Faten et al. [7] have presented a comparative study of various algorithms applied in vehicle platooning based on their communication modes and validation strategies. Sturm et al. [8] have provided the advantages in keeping the distance between the vehicles in the platoon as small. According to their study, they have found energy savings, congestion control and improvement in safety measures when the inter-vehicle distance is kept as minimum.

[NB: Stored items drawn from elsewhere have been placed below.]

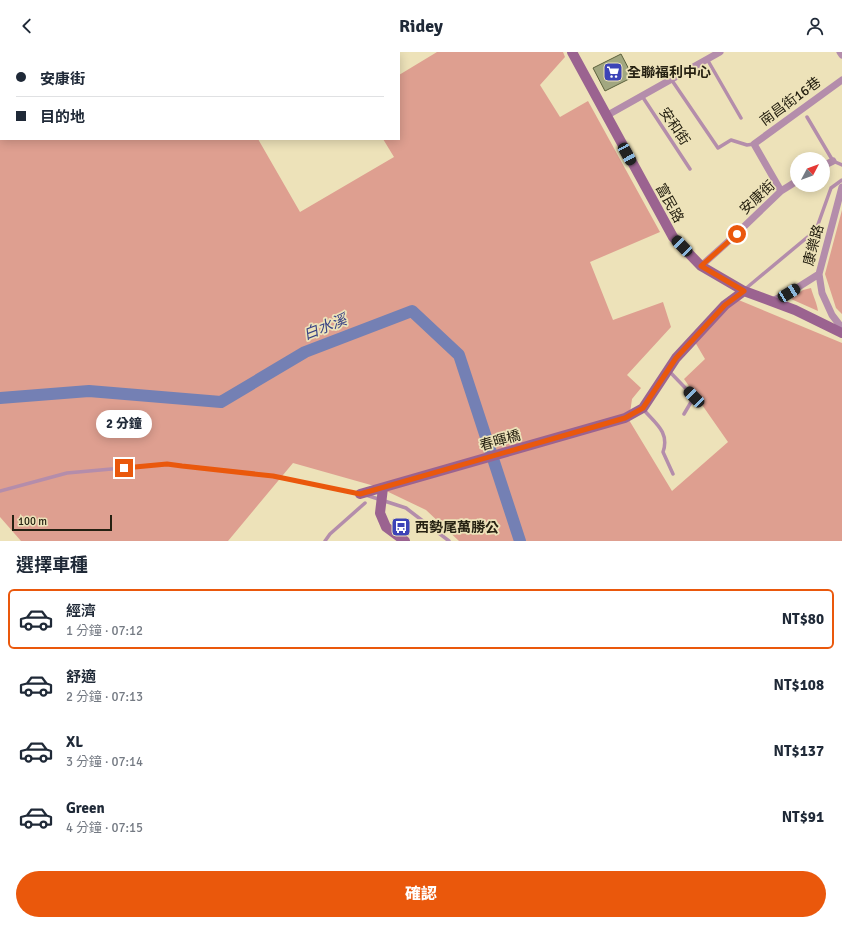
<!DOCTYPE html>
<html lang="zh-TW">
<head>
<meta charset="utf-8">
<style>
  body { margin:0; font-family:Signika,"Noto Sans TC",sans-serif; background:#f6f6f7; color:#1f2937; height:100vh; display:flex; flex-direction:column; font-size:15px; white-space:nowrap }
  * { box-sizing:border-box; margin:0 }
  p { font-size:13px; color:#747a83 }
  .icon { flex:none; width:22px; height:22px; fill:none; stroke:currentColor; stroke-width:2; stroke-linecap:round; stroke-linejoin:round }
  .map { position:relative; height:489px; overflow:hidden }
  .details { display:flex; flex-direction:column; background:#fff; flex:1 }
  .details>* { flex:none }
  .hud { position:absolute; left:0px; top:0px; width:400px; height:88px; box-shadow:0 2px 10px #0003; display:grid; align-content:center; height:88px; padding:0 16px; background:#fff }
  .needle { width:26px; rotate:49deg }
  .tools { position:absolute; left:790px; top:100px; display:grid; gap:8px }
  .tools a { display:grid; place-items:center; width:40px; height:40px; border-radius:50%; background:#fff; box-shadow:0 2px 10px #0003; font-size:20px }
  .scale { position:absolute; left:12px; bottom:10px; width:100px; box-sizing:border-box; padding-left:4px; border:2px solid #262112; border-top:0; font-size:11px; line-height:14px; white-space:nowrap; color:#262112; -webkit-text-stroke:3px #ede2b9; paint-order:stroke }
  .end { position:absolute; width:18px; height:18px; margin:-9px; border:5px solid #ea580c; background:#fff; box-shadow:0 0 0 2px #fff }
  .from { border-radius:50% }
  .bubble { position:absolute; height:28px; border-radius:14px; background:#fff; box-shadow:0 2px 10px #0003; font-size:13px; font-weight:800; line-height:28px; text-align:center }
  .car { position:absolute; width:12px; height:24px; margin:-12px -6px; border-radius:5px; box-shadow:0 0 3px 1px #0007; background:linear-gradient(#222 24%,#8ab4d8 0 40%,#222 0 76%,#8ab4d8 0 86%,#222 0) }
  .hud b { display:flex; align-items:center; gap:14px; height:38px; font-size:15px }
  .hud b+b { border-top:1px solid #e0e1e3 }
  .hud i { width:10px; height:10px; background:#1f2937 }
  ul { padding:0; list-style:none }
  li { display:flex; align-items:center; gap:12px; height:60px; margin:0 8px 6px; padding:0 8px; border:2px solid transparent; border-radius:6px }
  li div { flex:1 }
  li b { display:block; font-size:15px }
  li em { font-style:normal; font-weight:800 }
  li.active { border-color:#ea580c }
  li>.icon { width:36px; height:36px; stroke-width:1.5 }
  h2 { padding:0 16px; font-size:18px; line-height:48px }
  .action { display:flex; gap:8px; margin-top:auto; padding:8px 16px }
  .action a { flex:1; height:46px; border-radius:24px; background:#ea580c; color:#fff; font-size:16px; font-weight:800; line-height:46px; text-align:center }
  header { display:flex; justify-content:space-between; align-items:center; height:52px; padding:0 16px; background:#fff; font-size:18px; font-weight:800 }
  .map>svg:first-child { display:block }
  .green { fill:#de9f90 }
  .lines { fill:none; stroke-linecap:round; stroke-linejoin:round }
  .river { stroke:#7480b4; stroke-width:12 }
  .building { fill:#a2a780; stroke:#5c613d }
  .lane { stroke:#b48dab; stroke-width:3.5 }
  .street { stroke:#b48dab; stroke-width:7 }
  .secondary { stroke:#9b6390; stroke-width:10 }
  .route { stroke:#ea580c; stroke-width:5 }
  .labels { text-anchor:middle; stroke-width:3.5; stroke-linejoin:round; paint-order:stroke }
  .poi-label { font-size:14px; font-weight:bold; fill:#262112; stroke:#ede2b9; text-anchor:start }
  .street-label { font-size:14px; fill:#262112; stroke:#ede2b9 }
  .water-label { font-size:15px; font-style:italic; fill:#384284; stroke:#ede2b9 }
</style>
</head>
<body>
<header><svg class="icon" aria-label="back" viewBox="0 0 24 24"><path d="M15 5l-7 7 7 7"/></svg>Ridey<svg class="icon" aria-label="person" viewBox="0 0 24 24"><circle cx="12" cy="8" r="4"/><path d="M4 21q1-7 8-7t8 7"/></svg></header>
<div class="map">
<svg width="842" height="489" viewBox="0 0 842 489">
  <rect width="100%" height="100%" fill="#ede2b9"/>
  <!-- green -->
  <path class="green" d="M0,0h237l-236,1v86h257l42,73 94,-55 -11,-18h16v-64l38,-23h126l2,5 -25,28 20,32 28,-16 72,131 -70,30 23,58 50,-18 8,25 -44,48 14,13 -9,11 -3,21 43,71 56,-49 -44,-63 21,-20 -13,-22 37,-41 113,47v198h-383l-33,-31 -48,-23 -85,-24 -65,78h-207l-21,-24z
    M842,158v104l-6,-6 -11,-34z
    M811,236c2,8 6,15 7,23l-27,-12 12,-9z"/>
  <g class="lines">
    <!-- river -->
    <path class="river" d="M0,346l89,-7 132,11 84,-50 107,-41 47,44 61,186"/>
  </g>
  <!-- building -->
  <path class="building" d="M621,2l12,23 -28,14 -12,-23z"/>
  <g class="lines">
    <!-- lane -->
    <path class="lane" d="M707,7l34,59
      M671,27l47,69 13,-8 16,5 7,-1
      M642,44l48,73
      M807,65l26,44 9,4
      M744,238l72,-60 15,-42 11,-8
      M669,319l25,26 -10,17
      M643,357c12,14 27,23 20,43l10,22
      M0,439l67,-18 100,-9 106,12 87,18
      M366,443l40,13 43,33
      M325,489l5,-7 35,-31"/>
    <!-- street -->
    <path class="street" d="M840,0l2,3
      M606,64l114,-64
      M823,114l10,-5
      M842,135l-23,87 3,19 10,22 10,13
      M781,139l-27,-47 88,-64
      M701,214l30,-27 50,-48 16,-10
      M772,249l17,-8 30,-19"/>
    <!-- secondary -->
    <path class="secondary" d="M572,0l101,185 28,29 43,25 51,19 47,23
      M383,436l-3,25 6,14 19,14
      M360,442l265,-76 18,-10 33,-50 49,-53 19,-14"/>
  </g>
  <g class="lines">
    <!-- route -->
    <path class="route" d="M124,416l43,-4 15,2 91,10 87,18 265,-76 18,-10 33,-50 49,-53 19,-14 -43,-25 36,-32"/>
  </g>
  <!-- icons -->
  <defs>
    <g id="supermarket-square" transform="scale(1)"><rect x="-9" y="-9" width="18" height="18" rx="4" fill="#3c43b7" stroke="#ede2b9"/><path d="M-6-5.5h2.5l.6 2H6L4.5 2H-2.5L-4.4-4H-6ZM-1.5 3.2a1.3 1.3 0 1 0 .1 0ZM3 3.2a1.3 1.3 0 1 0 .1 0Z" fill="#fff"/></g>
    <g id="bus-square" transform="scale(1)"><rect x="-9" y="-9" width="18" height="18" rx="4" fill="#3c43b7" stroke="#ede2b9"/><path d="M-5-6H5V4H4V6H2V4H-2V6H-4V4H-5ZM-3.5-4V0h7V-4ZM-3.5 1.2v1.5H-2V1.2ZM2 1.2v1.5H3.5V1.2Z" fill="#fff"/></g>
  </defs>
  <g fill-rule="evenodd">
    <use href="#supermarket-square" x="613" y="20"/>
    <use href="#bus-square" x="401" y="475"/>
  </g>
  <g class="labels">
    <!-- poi labels -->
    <g class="poi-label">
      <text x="627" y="25">全聯福利中心</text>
      <text x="415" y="480">西勢尾萬勝公</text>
    </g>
    <!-- street labels -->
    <g class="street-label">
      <text transform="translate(790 49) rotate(-36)" y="5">南昌街16巷</text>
      <text transform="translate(675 74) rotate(56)" y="5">安和街</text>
      <text transform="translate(757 145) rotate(-43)" y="5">安康街</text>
      <text transform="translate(670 151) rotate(61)" y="5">富民路</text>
      <text transform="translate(813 193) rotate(-75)" y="5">康樂路</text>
      <text transform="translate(500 388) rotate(-16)" y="5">春暉橋</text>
    </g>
    <!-- water labels -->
    <g class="water-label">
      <text transform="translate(325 275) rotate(-21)" y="5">白水溪</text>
    </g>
  </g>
</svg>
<div class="tools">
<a><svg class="needle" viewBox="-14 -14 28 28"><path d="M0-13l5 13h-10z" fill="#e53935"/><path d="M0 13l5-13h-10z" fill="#747a83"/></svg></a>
</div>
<div class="scale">100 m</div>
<i class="end from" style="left:737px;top:182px"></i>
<i class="end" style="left:124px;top:416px"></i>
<div class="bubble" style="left:96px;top:358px;width:56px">2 分鐘</div>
<i class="car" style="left:627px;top:102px;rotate:151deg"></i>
<i class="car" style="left:682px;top:194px;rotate:316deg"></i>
<i class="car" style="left:789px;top:241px;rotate:59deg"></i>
<i class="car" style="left:694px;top:345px;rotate:316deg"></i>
<div class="hud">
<b><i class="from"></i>安康街</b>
<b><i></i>目的地</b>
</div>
</div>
<section class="details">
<h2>選擇車種</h2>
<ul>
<li class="active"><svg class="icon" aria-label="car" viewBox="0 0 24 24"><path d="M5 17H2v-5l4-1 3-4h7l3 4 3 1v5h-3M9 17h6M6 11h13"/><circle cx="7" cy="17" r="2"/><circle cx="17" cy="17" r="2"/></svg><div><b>經濟</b><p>1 分鐘 · 07:12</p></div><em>NT$80</em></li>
<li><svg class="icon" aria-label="car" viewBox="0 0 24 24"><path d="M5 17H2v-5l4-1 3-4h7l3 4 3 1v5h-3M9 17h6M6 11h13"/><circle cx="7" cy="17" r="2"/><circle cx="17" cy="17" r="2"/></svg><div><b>舒適</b><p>2 分鐘 · 07:13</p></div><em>NT$108</em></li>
<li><svg class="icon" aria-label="car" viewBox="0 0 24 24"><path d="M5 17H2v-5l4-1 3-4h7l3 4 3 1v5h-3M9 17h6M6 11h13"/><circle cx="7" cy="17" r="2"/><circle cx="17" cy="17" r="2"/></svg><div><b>XL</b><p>3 分鐘 · 07:14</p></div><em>NT$137</em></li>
<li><svg class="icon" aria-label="car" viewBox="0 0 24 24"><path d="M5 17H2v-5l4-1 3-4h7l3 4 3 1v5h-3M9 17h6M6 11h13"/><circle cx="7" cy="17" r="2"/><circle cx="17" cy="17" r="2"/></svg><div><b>Green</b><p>4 分鐘 · 07:15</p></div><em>NT$91</em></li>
</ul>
<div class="action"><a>確認</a></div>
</section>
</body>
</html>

Farag et al. [9] have proposed a decision-making optimization algorithm with deep learning for cooperative driving in the vehicle platoon. They have optimized the joining speed profile of the vehicles in the platoon using Sequential Quadratic Programming and Genetic Algorithm (GA). They have also proposed a deep neural network to retain the accuracy of the optimizer and reduction of computational cost.

Conclusion

As cooperative driving is one of the most important and emerging area of research especially in smart cities and smart transport applications, optimizing the path and other related parameters is the need of the hour. This survey has systematically performed a brief literature survey on this area, so that the researchers who are working in this problem can focus their work to achieve efficiency in vehicle platoon. In the brief survey given in this report has indicated that there are various algorithms proposed to reduce the cost and improve the safe transportation. The recent works indicated the application of several optimization algorithms to get the appropriate path for the vehicles using machine learning and AI based neural networks. Apart from this, the need for regulated platoons using Leader-Follower relationship with leader taking intelligent decisions to get the optimized path is tremendous. This paper provides an eye-opener for the researchers and academicians to make them ready to do further research works in this novel area of research.

References

  1. Mala DJ, Reynold PA (2020) Intelligent agents in vehicle platooning for smart cities, IEEE Smart Cities, Newsletter.
  2. Wen S, Guo G (2019) Control of leader-following vehicle platoons with varied communication range. IEEE Transactions on Intelligent Vehicles 1(1): 99-101.
  3. Jiang W, Abolfazli E, Charalambous T (2021) Observer-based control for vehicle platooning with a leader of varying speed. arXiv: 2108.09497.
  4. Cheok K, Iyengar K, Oweis S (2019) Smooth trajectory planning for autonomous leader-follower robots, EPiC Series in Computing, Proceedings of 34th International Conference on Computers and Their Applications 58: 301-309.
  5. Cao D, Wu J, Wu J, Kulcsár B, Qu X (2021) A platoon regulation algorithm to improve the traffic performance of highway work zones, Computer Aided Civil and Infrastructure Engineering 36(7): 941-956.
  6. Timmerman RW, Boon MAA (2021) Platoon forming algorithms for intelligent street intersections, Transportmetrica A Transport Science 17(3): 278-307.
  7. Fakhfakh Faten, Tounsi Mohamed, Mosbah Mohamed (2020) Vehicle platooning systems: Review, classification and validation strategies. International Journal of Networked and Distributed Computing 8(4): 203-213.
  8. Sturm Timo, Krupitzer Christian, Segata Becker M, Christian (2021) A taxonomy of optimization factors for platooning. IEEE Transactions on Intelligent Transportation Systems. 22(10): 6097-6114.
  9. Farag A, Hussein A, Shehata OM (2020) Heterogeneous platooning decision making algorithm based on optimization and deep learning. IEEE 23rd International Conference on Intelligent Transportation Systems (ITSC), pp. 1-7.